There are two methods of planting: conventional propagation, which means pressing mowed vines or prunings directly into the bogs to be established; and rooted cuttings, which means planting plants with roots already established. Pine Island has used both methods in the past, but mainly we’ve moved on to using rooted cuttings. Another concern with planting is implementing an irrigation program, both with ground water and sprinklers, that provides moisture for vine growth without causing excessive soil saturation, which can lead to favorable conditions for phytopthora, which in turn can lead to fruit or root rot. Pine Island uses both ditches and sprinklers for irrigation. During the early spring, after the winter flood is removed, irrigation is usually covered by our frost protection program. However, concerns for adequate soil moisture should not be forgotten during frost season. Several warm, sunny days without rain or frost irrigation can result in the need for irrigation. Checking the soil yourself is extremely important; tensiometers are good, but it’s important to learn the hands-on method, as well.

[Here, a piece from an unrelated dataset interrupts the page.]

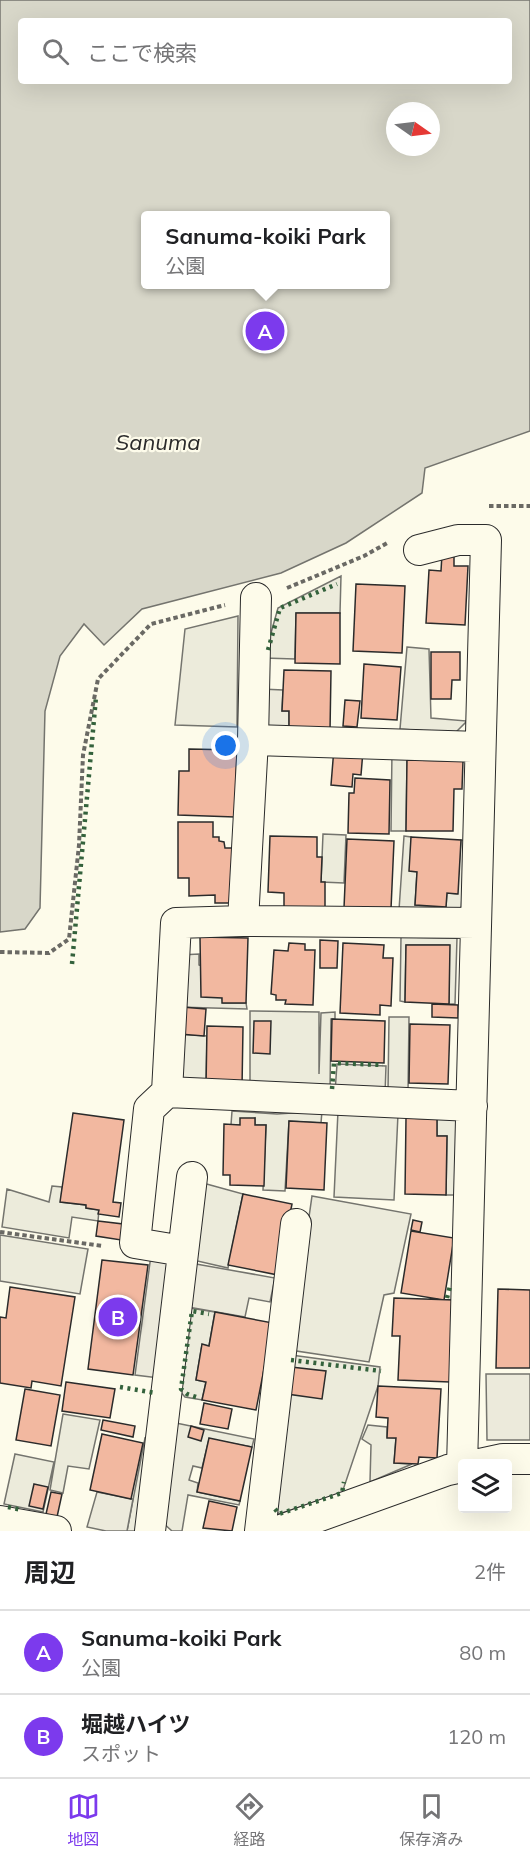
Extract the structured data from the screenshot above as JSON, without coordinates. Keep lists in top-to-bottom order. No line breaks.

The process remains the same: rooted cuttings are taken from the cart and loaded onto the planter. Team members seated on the planter drop the vines into the carousel and then the vines are distributed into the pre-dug furrow. The planter is followed by other crew members, who make sure that the vines have been placed correctly. Running the planting operation is a true challenge: coordinating everything, getting the right plants at the right time with the right people, constantly adjusting the planters, and identifying problems and how to fix them.
“Planting went really well this year,” Bryan says. “We’re continuing to learn and finding some better ways to do things, as well as making adjustents to try next year.” For instance, instead of dropping the empty plant trays along the route and having someone come along to do clean-up, this year we built a basket for the front of the tractor so when the team done with the trays, they’re all in one place and at the end of the row the trays are removed, which saves the team some time.
Planned changes for next year include working on the irrigation installation. “We continue to struggle with the timing,” Bryan says. “We usually install the Webster valves ahead of time so we can pull them out, plant, and put them back in so we can water the new beds. But it’s inevitable that the planter hits some of them, so next year we’re going to try installing after we finish the planting. That’ll mean more people, though, so we’ll see.”
Other than that, he says, “it was pretty much steady as she goes! Matt Stiles normally manages the planting but this year he had Mike Scullion as a trainee. Going forward, Mike will probably be managing that team, which is a good thing.” The main drawback was the weather, but the team made adjustments as necessary. “It was really tough with the heat,” Bryan says. “We were getting 95 and 96 degree days, so we’d start at 5 and end at 2:30 to beat it a little, but that takes a toll on anyone!”